By most accounts, it was a tough day for EPA in the Supreme Court on Monday. Although the Sacketts got their share of skepticism from the Justices, the EPA really took it on the chin during the oral argument of the Priest Lake wetland case.
KEA joined several other conservation organizations in a brief to point out that the Sacketts had ample opportunity to work with EPA and the Corps of Engineers to avoid the compliance order, and unnecessary expense, had they chosen to do so.
The issue before the court was whether a “compliance order” issued by EPA to the Sacketts for a Clean Water Act violation is immediately reviewable in a court. The Sacketts, who claim that their property has no wetlands and are therefore not under Clean Water Act jurisdiction, argued that there is no easy way to challenge EPA’s compliance order determination that a wetland exists. Moreover, they say, tough Clean Water Act penalties can accrue at a substantial rate. EPA, meanwhile, argues that the Clean Water Act doesn’t provide for an early hearing. Besides, the Sacketts would eventually get their day in court one way or another, and if EPA couldn’t prove their case, there’d ultimately be no penalties.
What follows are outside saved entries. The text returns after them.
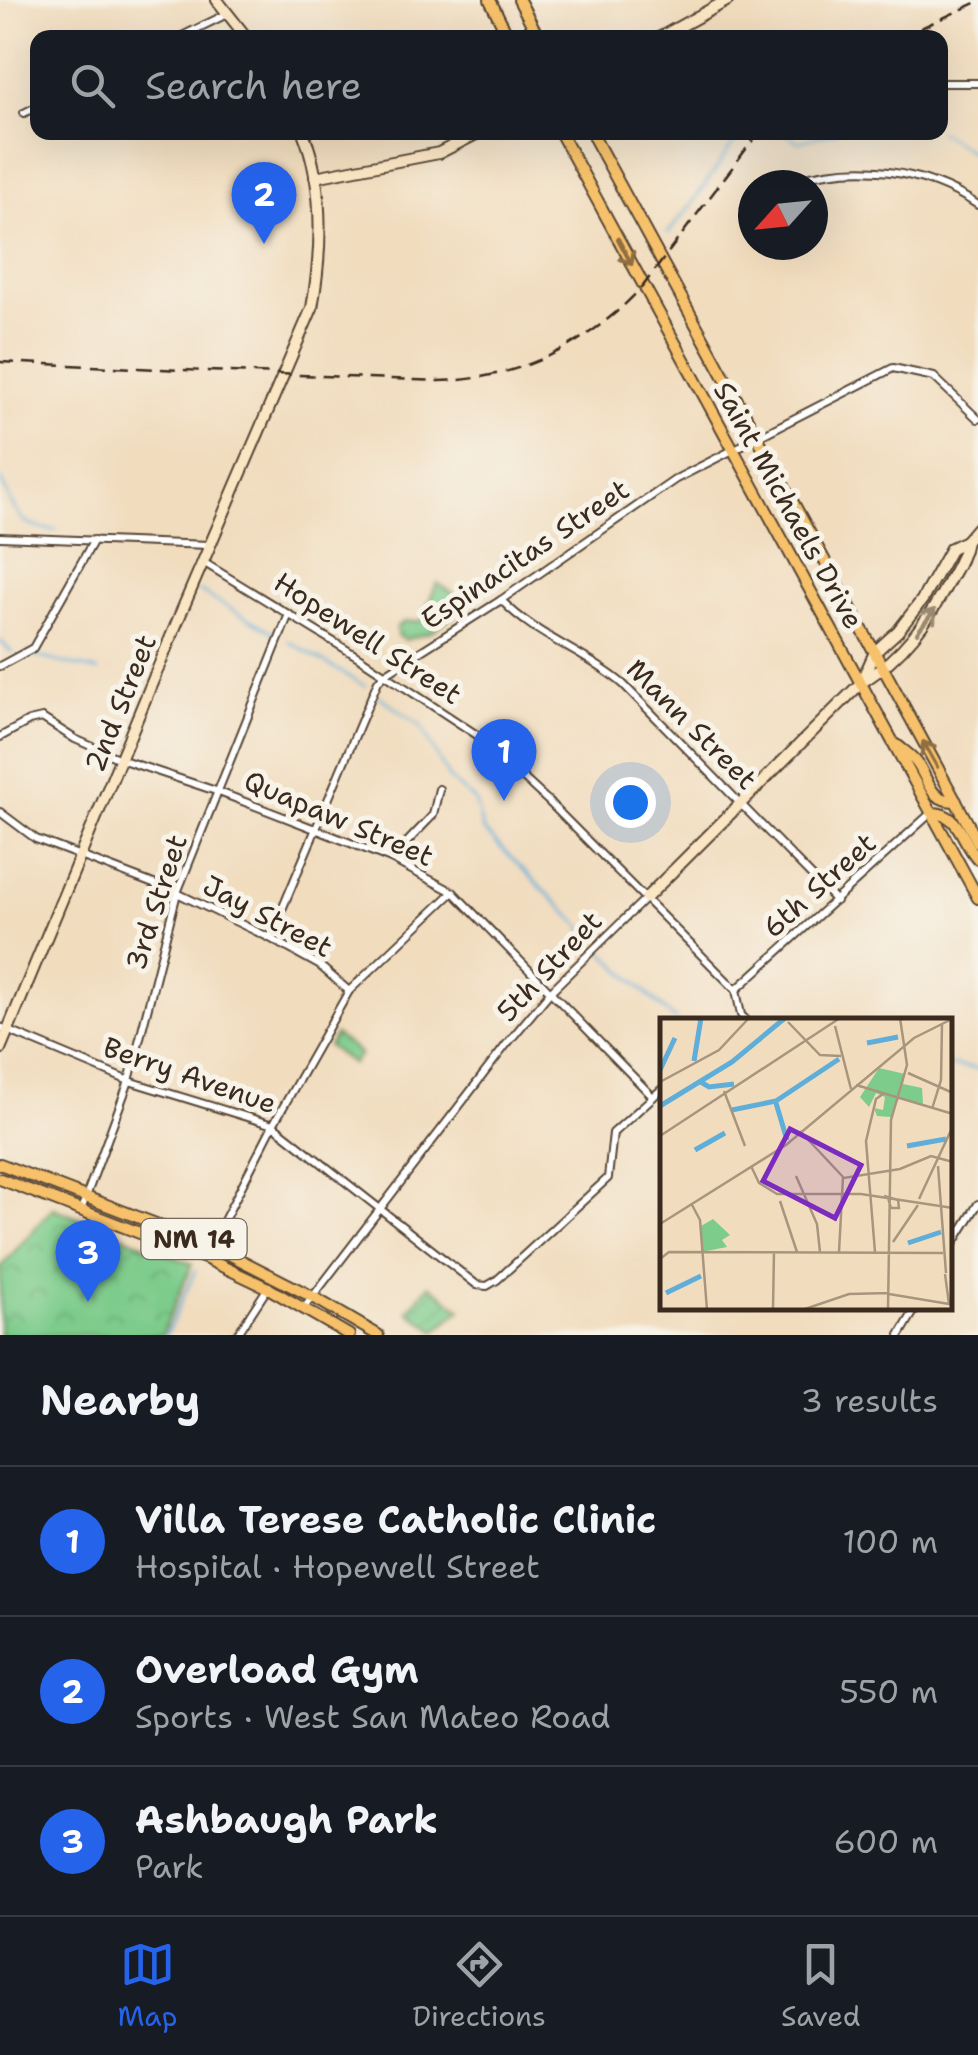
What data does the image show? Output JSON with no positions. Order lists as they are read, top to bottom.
{
  "streets": {
    "main road": ["Saint Michaels Drive", "NM 14"],
    "street": [
      "Espinacitas Street",
      "Hopewell Street",
      "2nd Street",
      "Mann Street",
      "Quapaw Street",
      "6th Street",
      "3rd Street",
      "Jay Street",
      "5th Street",
      "Berry Avenue"
    ]
  },
  "crossings": [
    ["Saint Michaels Drive", "Espinacitas Street"],
    ["Saint Michaels Drive", "6th Street"],
    ["Saint Michaels Drive", "5th Street"],
    ["Espinacitas Street", "Hopewell Street"],
    ["Espinacitas Street", "Mann Street"],
    ["Espinacitas Street", "Quapaw Street"],
    ["Espinacitas Street", "Jay Street"],
    ["Hopewell Street", "2nd Street"],
    ["Hopewell Street", "6th Street"],
    ["Hopewell Street", "3rd Street"],
    ["Hopewell Street", "5th Street"],
    ["2nd Street", "Quapaw Street"],
    ["2nd Street", "Jay Street"],
    ["2nd Street", "Berry Avenue"],
    ["Mann Street", "6th Street"],
    ["Mann Street", "5th Street"],
    ["Quapaw Street", "3rd Street"],
    ["Quapaw Street", "5th Street"],
    ["Quapaw Street", "Berry Avenue"],
    ["3rd Street", "Jay Street"],
    ["3rd Street", "Berry Avenue"],
    ["3rd Street", "NM 14"],
    ["5th Street", "Berry Avenue"],
    ["5th Street", "NM 14"]
  ],
  "north": "bottom left",
  "page": {
    "search": "Search here",
    "pins": ["2", "1", "3"],
    "heading": ["Nearby", "3 results"],
    "list": [
      {
        "mark": "1",
        "name": "Villa Terese Catholic Clinic",
        "note": "Hospital · Hopewell Street",
        "value": "100 m"
      },
      {
        "mark": "2",
        "name": "Overload Gym",
        "note": "Sports · West San Mateo Road",
        "value": "550 m"
      },
      {
        "mark": "3",
        "name": "Ashbaugh Park",
        "note": "Park",
        "value": "600 m"
      }
    ],
    "nav": ["Map", "Directions", "Saved"]
  }
}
At the oral argument, the Supreme Court seemed openly skeptical about the compliance order. Rather than viewing it as a notice, or a warning, which would be followed by an EPA enforcement action, the Justices seemed inclined to consider it an action in and of itself. As such, they hinted that it was a “final” agency decision which should be subject to Court review.
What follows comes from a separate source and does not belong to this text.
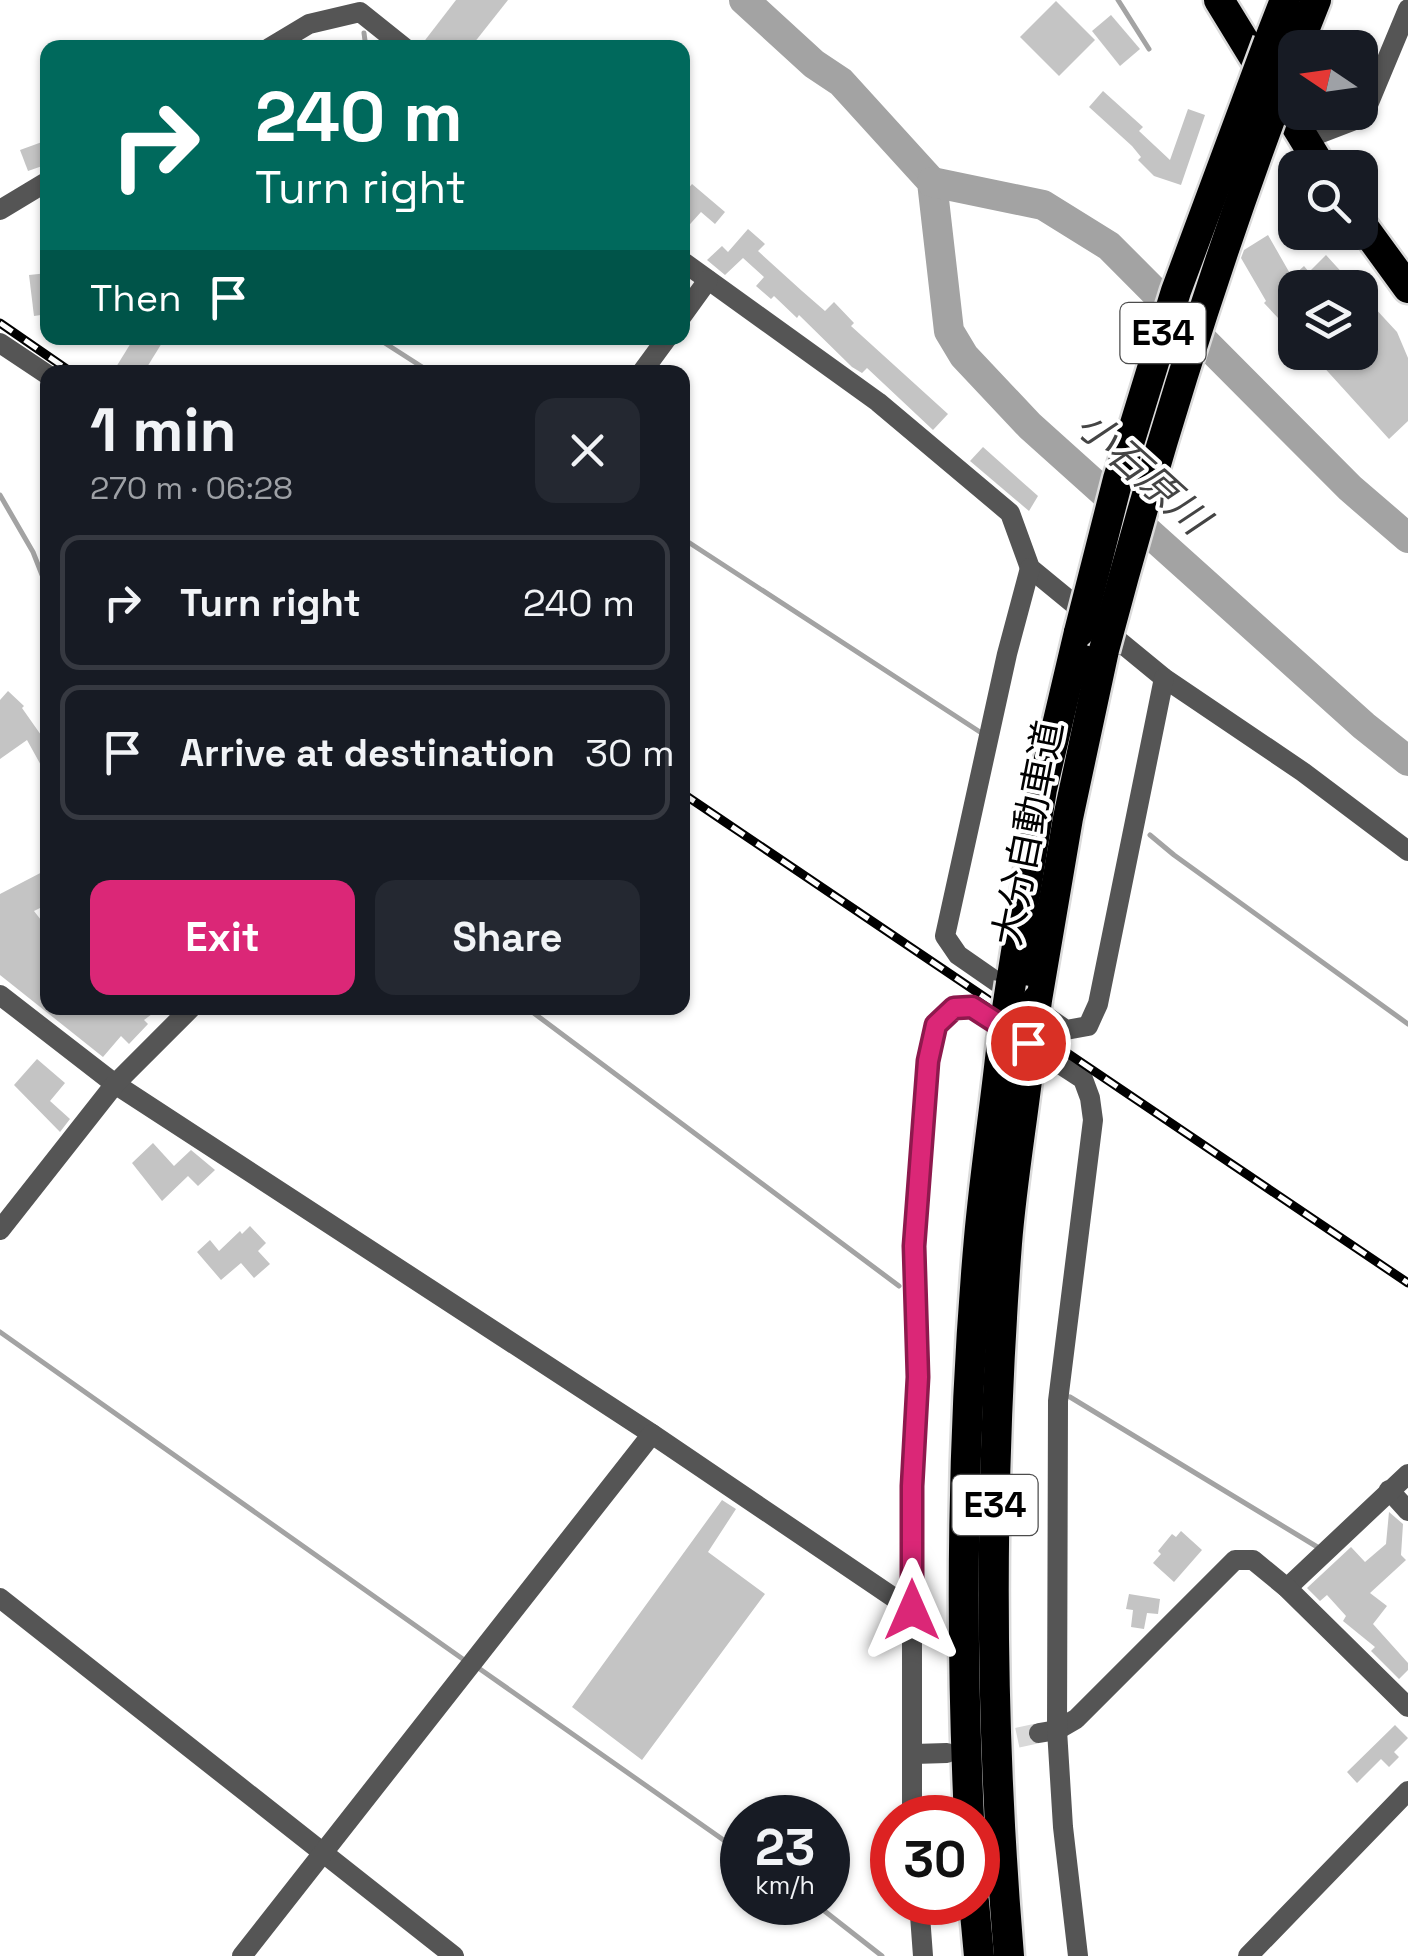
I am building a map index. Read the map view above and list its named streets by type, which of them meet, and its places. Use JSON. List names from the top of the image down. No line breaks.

However, Justices were also skeptical of the Sacketts’ argument that they should receive a hearing regarding the compliance order, but also if they were to lose on the wetland jurisdiction issue in the early hearing, they should get another chance to argue their case in a later enforcement case brought by EPA. In other words, EPA would have to prove their wetland case twice.
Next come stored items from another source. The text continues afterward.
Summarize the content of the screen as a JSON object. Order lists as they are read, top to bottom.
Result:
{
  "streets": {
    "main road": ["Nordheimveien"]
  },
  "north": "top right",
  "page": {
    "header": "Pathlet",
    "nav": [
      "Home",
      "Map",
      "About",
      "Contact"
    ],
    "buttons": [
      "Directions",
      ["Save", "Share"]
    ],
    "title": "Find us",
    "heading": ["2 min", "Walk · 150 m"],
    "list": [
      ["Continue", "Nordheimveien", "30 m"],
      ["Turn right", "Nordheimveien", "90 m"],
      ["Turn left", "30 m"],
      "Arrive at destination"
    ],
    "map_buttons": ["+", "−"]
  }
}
All of which goes to the real importance of the case. Enforcement of the Clean Water Act is difficult enough for EPA, which is already stretched thin. Compliance orders are designed to be a tool to shortcut formal proceedings – to provide violators with a less formal (and usually less expensive) route to compliance, without going to court and assuming all the risks and expenses that entails. If the Supreme Court finds that EPA’s compliance orders trigger additional hearings or other formalities, it will seriously impact the way Clean Water Act enforcement gets done.
Court watchers and EPA watchers are already speculating as to what EPA might do if the Supreme Court rules for the Sacketts. One guess is that the compliance orders may become less “order-like” and more “warning-ish.” A mere warning, everyone agrees, is not reviewable in Court. Would things be significantly better for the Sacketts if they had received a warning about a Clean Water Act violation as opposed to the compliance order they received? Doubtful. It could, however, delay the actual enforcement of obvious violations, which would also delay cleanup and restoration efforts.
Another guess, and most worrisome to conservation groups, is that EPA will abandon administrative processes and go directly to enforcement actions filed in court. Because of the complexity and expense of doing so, EPA might simply do less enforcement – which could be devastating for the country’s waterways.
Congress, of course, could fix all of this by clarifying what constitutes a wetland, and clarifying procedures. But that isn’t likely to happen any time soon with the current Congress. The Supreme Court’s decision is expected sometime this spring.